4. Les Juifs donc se troublent. Qu'est-ce que cette conduite, disent-ils? Pourquoi fait-il ces choses les jours de sabbat? Ce qui les émeut par dessus tout, ce sont ces paroles du Seigneur lui-même : « Mon Père travaille sans cesse, et moi je travaille avec lui. » Ce qui les scandalisait, c'est qu'ils comprenaient dans un sens tout charnel le repos que Dieu prit le septième jour après avoir achevé toutes ses oeuvres (1). Il est parlé de ce repos dans la Genèse; c'est un passage aussi magnifiquement écrit que profondément pensé. Mais les Juifs s'imaginaient que si Dieu s'était reposé le septième jour, c'est qu'il s'était fatigué en travaillant, et que s'il avait béni ce jour, c'est qu'il s'y était remis de sa lassitude : insensés! ils ne comprenaient pas qu'ayant tout fait d'un mot il n'avait pu se fatiguer. Qu'ils lisent, et qu'ils m'expliquent comment Dieu pouvait se fatiguer en disant : « Qu'il soit fait. » — « Et il était fait: » Parmi les hommes eux-mêmes, qui se fatiguerait aujourd'hui en agissant comme Dieu agissait alors? « Il dit : Que la lumière soit, et la lumière fut. » — « Soit le firmament, et le  firmament fut formé (2). » Dira-t-on qu'il s'est fatigué parce qu'il a commandé sans être obéi? L'Ecriture répond ailleurs plus brièvement encore : « Il dit, et tout fat fait; il commanda, et tout fut créé (3). » Agir ainsi, est-ce se fatiguer?
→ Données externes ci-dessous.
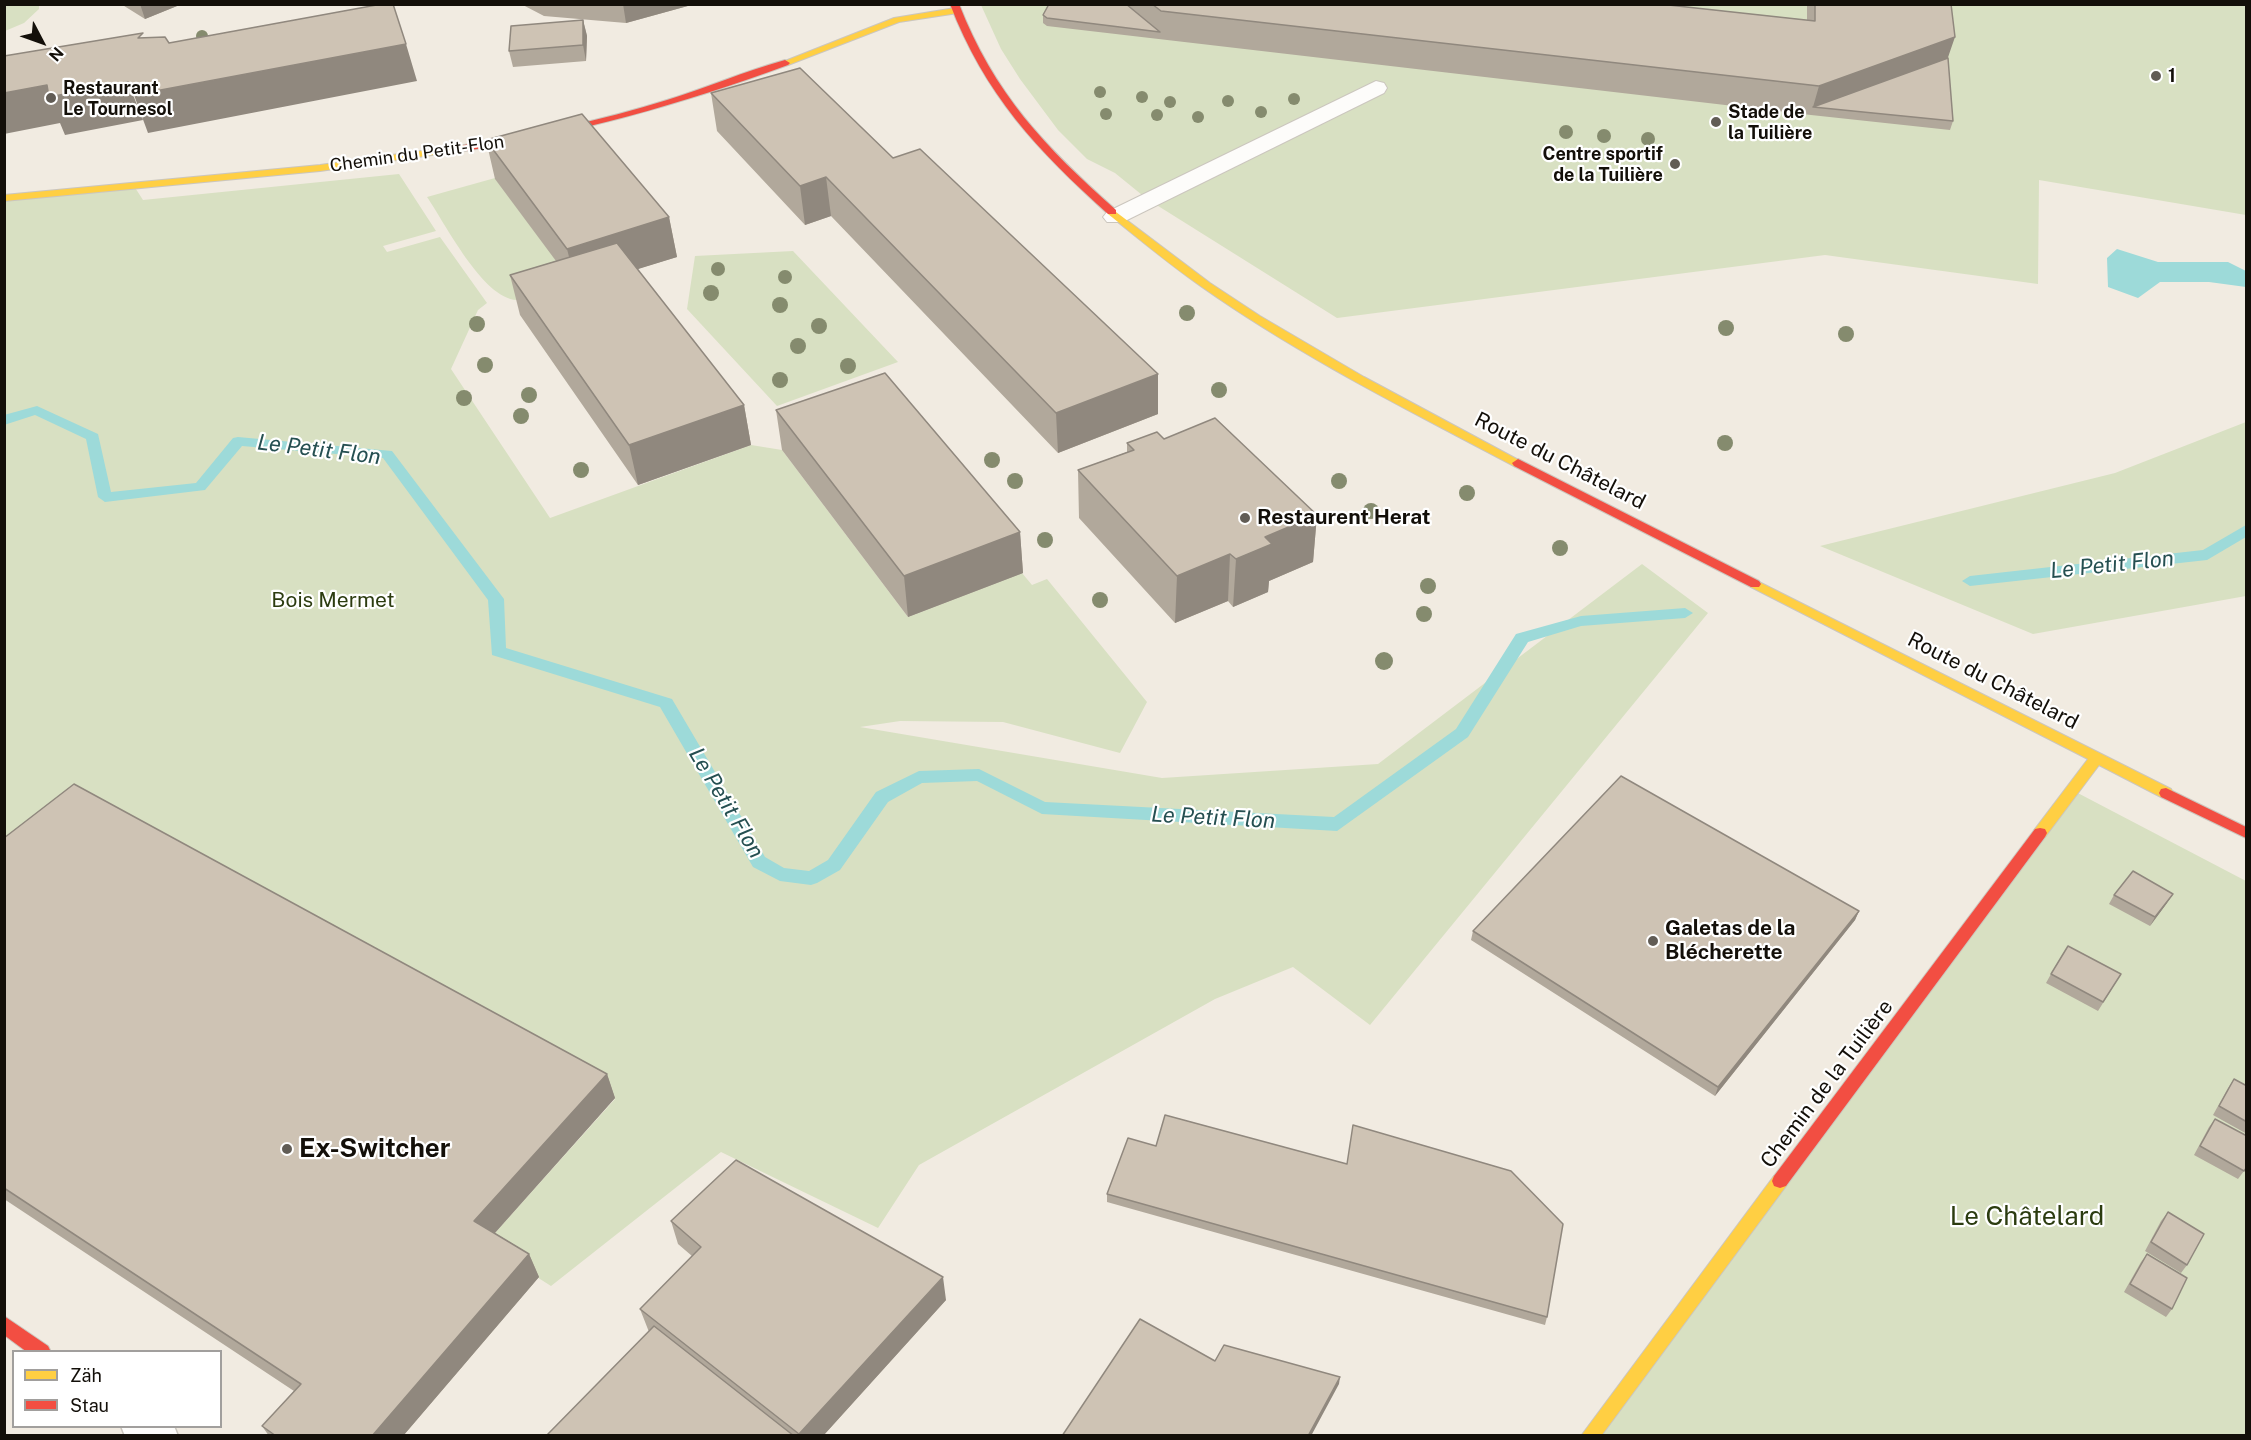 <!DOCTYPE html>
<html>
<head>
<meta charset="utf-8">
<style>
	body { margin:0 }
	#map { position:relative; width:2251px; height:1440px; overflow:hidden; background:#f1ebe1; font-family:"Public Sans",sans-serif }
	canvas { display:block }
	.frame { position:absolute; inset:0; border:6px solid #130f09; pointer-events:none }
	.legend { position:absolute; left:12px; top:1350px; width:210px; height:78px; box-sizing:border-box; background:#fff; border:2px solid #a19f9d; margin:0; padding:8px 10px; list-style:none; font-size:18px; color:#130f09 }
	.legend li { display:flex; align-items:center; gap:12px; height:30px }
	.legend b { width:30px; border:2px solid #a19f9d }
	.north { position:absolute; left:12px; top:12px; width:60px; height:60px; -webkit-text-stroke:4px #fff; paint-order:stroke; rotate:131deg; font-size:16px; font-weight:700; line-height:24px; text-align:center; color:#130f09 }
	.north::after { content:''; display:block; margin:auto; width:21px; height:27px; background:#130f09; clip-path:polygon(50% 0,100% 100%,50% 72%,0 100%) }
</style>
</head>
<body>
<div id="map">
<canvas width="2251" height="1440"></canvas>
<div class="frame"></div>
<ul class="legend">
<li><b style="height:8px;background:#ffcf43"></b>Zäh</li>
<li><b style="height:8px;background:#f24e42"></b>Stau</li>
</ul>
<div class="north">N</div>
</div>
<script>
const context = document.querySelector('canvas').getContext('2d');
context.lineJoin = 'round';
function fillPath(path, color) { context.fillStyle = color; context.fill(path, 'evenodd'); }
function stroke(path, color, width, dash) { context.strokeStyle = color; context.lineWidth = width; context.lineCap = dash ? 'butt' : 'round'; context.setLineDash(dash || []); context.stroke(path); }
function drawText(font, color, halo, rows, align = 'center') {
  context.font = font + ' "Public Sans",sans-serif'; context.lineWidth = 4.5; context.setLineDash([]); context.textBaseline = 'middle'; context.strokeStyle = halo; context.fillStyle = color; for (const [text, x, y, turn = 0] of rows) {
    context.save(); context.translate(x, y); context.rotate((+turn || 0) * Math.PI / 180); context.textAlign = isNaN(turn) ? turn : align; if (halo) context.strokeText(text, 0, 0); context.fillText(text, 0, 0); context.restore();
  }
}
fillPath(new Path2D(`
	M4,5H39V9L24,23L5,31Z
	M981,5H2246V215L2039,180L2038,284L1825,255L1337,318L1147,199L1115,173L1087,159L1058,130L1020,79L1001,49Z
	M399,174L436,231L383,246L387,252L440,237L487,303L478,310L451,369L550,518L751,445L782,450L908,617L1022,573L1032,585L1047,579L1147,702L1120,753L1003,722L900,721L860,727L1162,778L1378,764L1642,564L1708,613L1370,1025L1293,967L1215,999L919,1165L878,1228L721,1152L551,1286L485,1244L615,1099L5,876V198L134,186L143,200Z
	M495,178L577,288C558,292 536,301 517,300C483,299 445,223 427,197Z
	M793,251L898,362L777,406L687,309L695,256Z
	M2246,422V596L2033,634L1820,546L2115,473Z
	M2072,790L2246,881V1435L1590,1436Z`), '#d8e0c2');
fillPath(new Path2D(`
	M2117,249L2158,262H2228L2246,271V287L2209,282H2160L2138,298L2108,287L2107,258Z`), '#9ddad9');
fillPath(new Path2D(`
	M37,406L98,434L111,492L196,483L233,438L238,437L392,451L504,599L506,648L672,699L765,857L784,868L809,871L828,860L876,792L919,771L979,769L1045,802L1334,817L1456,729L1516,634L1581,616L1685,608L1693,613L1685,618L1581,626L1528,642L1468,737L1337,831L1042,814L977,781L922,783L888,802L840,870L817,883L811,885L780,881L753,867L660,707L492,655L488,600L383,458L242,446L205,490L105,502L98,497L86,439L35,415L4,425V415Z
	M2246,525V537L2207,560L1970,586L1962,581L1970,576L2203,550Z`), '#9ddad9');
const lane = new Path2D(`
	M1376,81L1384,83L1387,88L1384,93L1123,222H1107L1103,217L1107,212Z`);
const street = new Path2D(`
	M121,1426H174L178,1436H125Z`);
const slow = new Path2D(`
	M955,8L959,11L958,13L899,22L788,65L780,63L894,18Z
	M464,145L467,146V150L320,171L4,201V195L320,165Z
	M1112,209L1210,283L1260,316L1364,377L1524,463L1518,467L1514,466C1408,410 1300,356 1202,287C1169,264 1139,239 1108,214V210Z
	M1755,580L2171,789L2173,793L2171,797H2161L2099,765L2045,837H2035L2033,833L2035,829L2088,759L1751,587L1749,584L1751,581Z
	M1780,1174L1786,1176L1788,1181L1786,1186L1601,1436H1581L1774,1176Z`);
const jam = new Path2D(`
	M950,4H959C994,94 1045,147 1116,210V214H1108C1037,150 985,95 950,4Z
	M785,60L790,63L788,65C682,104 576,134 464,151L459,148L464,145C533,135 600,121 667,100C706,88 745,71 785,60Z
	M1518,459L1759,581L1761,584L1759,587H1751L1514,466L1512,463Z
	M2166,788L2246,827V838L2161,797L2159,793L2161,789Z
	M2040,828L2045,829L2047,833L2045,837L1786,1186L1780,1188L1774,1186L1772,1181L1774,1176L2035,829Z
	M4,1316L48,1346L51,1352H27L4,1335Z`);
stroke(lane, '#cbc6be', 2);
stroke(street, '#cbc6be', 3);
stroke(slow, '#cbc6be', 2);
stroke(jam, '#cbc6be', 2);
fillPath(lane, '#fdfcfa');
fillPath(street, '#fdfcfa');
fillPath(slow, '#ffcf43');
fillPath(jam, '#f24e42');
context.fillStyle = '#858b6e';
for (const [x, y, r] of [
	[202,36,6],
	[1100,92,6],
	[1142,97,6],
	[1294,99,6],
	[1228,101,6],
	[1170,102,6],
	[1261,112,6],
	[1106,114,6],
	[1157,115,6],
	[1198,117,6],
	[1566,132,7],
	[1604,136,7],
	[1648,139,7],
	[718,269,7],
	[785,277,7],
	[711,293,8],
	[780,305,8],
	[1187,313,8],
	[477,324,8],
	[819,326,8],
	[1726,328,8],
	[1846,334,8],
	[798,346,8],
	[485,365,8],
	[848,366,8],
	[780,380,8],
	[1219,390,8],
	[529,395,8],
	[464,398,8],
	[521,416,8],
	[1725,443,8],
	[992,460,8],
	[581,470,8],
	[1015,481,8],
	[1339,481,8],
	[1467,493,8],
	[1371,511,8],
	[1045,540,8],
	[1560,548,8],
	[1428,586,8],
	[1100,600,8],
	[1424,614,8],
	[1384,661,9]
]) { context.beginPath(); context.arc(x, y, r, 0, 2 * Math.PI); context.fill(); }
fillPath(new Path2D(`
	M121,4H182L145,19Z
	M521,4H695L626,23L544,16Z
	M1049,4H1659L1807,20V4H1951L1948,58L1953,121L1950,130L1811,115L1047,26L1043,23V15Z
	M583,20L587,36L586,61L513,67L509,51Z
	M711,93L893,158L1158,374V414L1058,453L831,216L805,225L717,131Z
	M486,140L669,217L677,257L637,269L744,405L751,445L638,485L520,315L510,275L556,261L495,179Z
	M776,410L1020,532L1023,573L908,617L782,450Z
	M1164,439L1317,515L1313,562L1269,581L1268,592L1233,607L1228,601L1175,623L1079,518L1078,470L1127,452V443Z
	M4,838L607,1074L615,1098L495,1233L529,1254L539,1277L403,1436H269L262,1426L294,1391L4,1199Z
	M2114,895L2167,903L2150,926L2109,904Z
	M1859,911L1855,920L1715,1096L1471,940L1473,931Z
	M2051,974H2121L2098,1011L2046,983Z
	M2234,1079L2247,1086V1134L2213,1115L2228,1088Z
	M2215,1119L2244,1171L2238,1179L2194,1155L2209,1127Z
	M1107,1194L1547,1317L1545,1325L1107,1202Z
	M2168,1212L2187,1265L2181,1273L2145,1251L2161,1221Z
	M671,1221L946,1300L823,1436H546L649,1332L640,1309L692,1256L678,1244Z
	M2147,1254L2172,1309L2166,1317L2124,1292L2141,1262Z`), '#b1a89b');
fillPath(new Path2D(`
	M140,4H182L145,19Z
	M623,4H695L626,23Z
	M583,20L587,36L586,61L583,45Z
	M1955,37L1945,66L1813,107L1819,86Z
	M406,44L417,81L148,133L134,95Z
	M128,82L143,120L65,135L60,123L4,134V93L47,85Z
	M826,177L831,216L805,225L800,186Z
	M669,217L677,257L577,288L567,249Z
	M1158,374V414L1058,453L1056,413Z
	M744,405L751,445L638,485L629,445Z
	M1317,515L1313,562L1269,581L1268,592L1233,607L1236,559L1265,537Z
	M1020,532L1023,573L908,617L904,576Z
	M1230,554L1228,601L1175,623L1177,576Z
	M2173,894L2167,903L2150,926L2155,917Z
	M1859,911L1855,920L1715,1096L1718,1087Z
	M607,1074L615,1098L485,1244L474,1221Z
	M529,1254L539,1277L403,1436H372Z
	M943,1277L946,1300L823,1436H800L799,1434Z
	M1340,1377L1339,1384L1311,1436H1308Z`), '#90887e');
const building = new Path2D(`
	M382,4H393L406,44L134,95L128,82L49,97L47,85L4,93V56L143,33L138,38L165,37L169,43Z
	M1049,4H1126L1160,32L1047,18L1043,15Z
	M1152,4H1659L1815,21V4H1951L1955,37L1819,86L1161,11Z
	M583,20V45L509,51L511,26Z
	M1948,58L1953,121L1813,107Z
	M800,68L893,158L920,149L1158,374L1056,413L826,177L800,186L711,93Z
	M582,114L669,217L567,249L486,140Z
	M617,243L744,405L629,445L510,275Z
	M885,373L1020,532L904,576L776,410Z
	M1215,418L1317,515L1265,537L1272,544L1236,559L1230,554L1177,576L1078,470L1134,450L1127,443L1157,432L1164,439Z
	M1621,776L1859,911L1718,1087L1473,931Z
	M74,784L607,1074L474,1221L529,1254L372,1436H276L262,1426L301,1384L4,1188V838Z
	M2133,871L2173,894L2155,917L2114,895Z
	M2068,946L2121,974L2103,1002L2051,974Z
	M2234,1079L2247,1086V1122L2219,1106Z
	M1165,1115L1347,1164L1353,1125L1511,1171L1563,1224L1547,1317L1107,1194L1128,1138L1156,1146Z
	M2215,1119L2247,1136V1167L2244,1171L2200,1146Z
	M736,1160L943,1277L799,1434L640,1309L701,1247L671,1221Z
	M2168,1212L2204,1234L2187,1265L2151,1242Z
	M2147,1254L2187,1278L2172,1309L2130,1284Z
	M1140,1319L1215,1361L1224,1345L1340,1377L1308,1436H1062Z
	M654,1326L794,1436H546Z`);
fillPath(building, '#cec3b4');
stroke(building, '#90887e', 1.5);
for (const [x, y, r, color] of [
	[2156,76,6,"#615c55"],
	[51,98,6,"#615c55"],
	[1716,122,6,"#615c55"],
	[1675,164,6,"#615c55"],
	[1245,518,6,"#615c55"],
	[1653,941,6,"#615c55"],
	[287,1149,6,"#615c55"]
]) { const dot = new Path2D(); dot.arc(x, y, r, 0, 2 * Math.PI); context.fillStyle = color; context.fill(dot); stroke(dot, '#fff', 2); }
drawText('bold 18px', '#130f09', '#fff', [
	["1",2168,76],
	["Restaurant",63,88],
	["Le Tournesol",63,109],
	["Stade de",1728,112],
	["la Tuilière",1728,133],
	["Centre sportif",1663,154,"right"],
	["de la Tuilière",1663,175,"right"]
], 'left');
drawText('18px', '#130f09', '#fff', [
	["Chemin du Petit-Flon",417,154,-8]
]);
drawText('21px', '#130f09', '#fff', [
	["Route du Châtelard",1560,461,27],
	["Route du Châtelard",1993,681,27],
	["Chemin de la Tuilière",1827,1084,-53]
]);
drawText('bold 21px', '#130f09', '#fff', [
	["Restaurent Herat",1257,518],
	["Galetas de la",1665,929],
	["Blécherette",1665,953]
], 'left');
drawText('21px', '#2c3c10', '#fff', [
	["Bois Mermet",333,601]
]);
drawText('italic 22px', '#254f51', '#fff', [
	["Le Petit Flon",319,450,7],
	["Le Petit Flon",2112,565,-6],
	["Le Petit Flon",726,803,59],
	["Le Petit Flon",1213,818,3]
]);
drawText('bold 26px', '#130f09', '#fff', [
	["Ex-Switcher",299,1149]
], 'left');
drawText('26px', '#2c3c10', '#fff', [
	["Le Châtelard",2027,1217]
]);
</script>
</body>
</html>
Si néanmoins Dieu ne se fatigue pas, comment prend-il du repos? C'est que ce repos que prend le Seigneur après avoir terminé tous ses ouvrages, est la figure du repos que nous goûterons dans le repos de Dieu; car le fidèle sera comme en un jour de sabbat, lorsqu'auront passé les six âges du monde. Ces six âges en effet sont comme six jours. Le premier jour s'étend depuis Adam jusqu'à Noé; le second, du déluge à Abraham; le troisième, d'Abraham à David; le quatrième, de David à la transmigration de Babylone; le cinquième, de la transmigration de Babylone à l'avènement du Messie. Nous sommes au sixième jour, c'est-à-dire au sixième âge. Donc, puisqu'au sixième jour l'homme a été créé à l'image de Dieu, rétablissons en nous cette image  (4). Dieu nous a formés, à nous de nous réformer; il nous a créés, créons-nous de nouveau. Et après ce jour, après l'âge que nous traversons

 

1. Gen. II, 2. — 2. Gen. I, 3, 6, 7. — 3. Ps. XXXII, 9. — 4. Gen. 1, 27.

 

maintenant, viendra le repos promis aux saints et figuré dès le commencement. Ainsi Dieu, après avoir produit toutes ses créatures ne fit plus rien de nouveau dans le monde, où ses oeuvres ne font que se succéder et se transformer, sans qu'aucune espèce nouvelle se soit établie depuis la création.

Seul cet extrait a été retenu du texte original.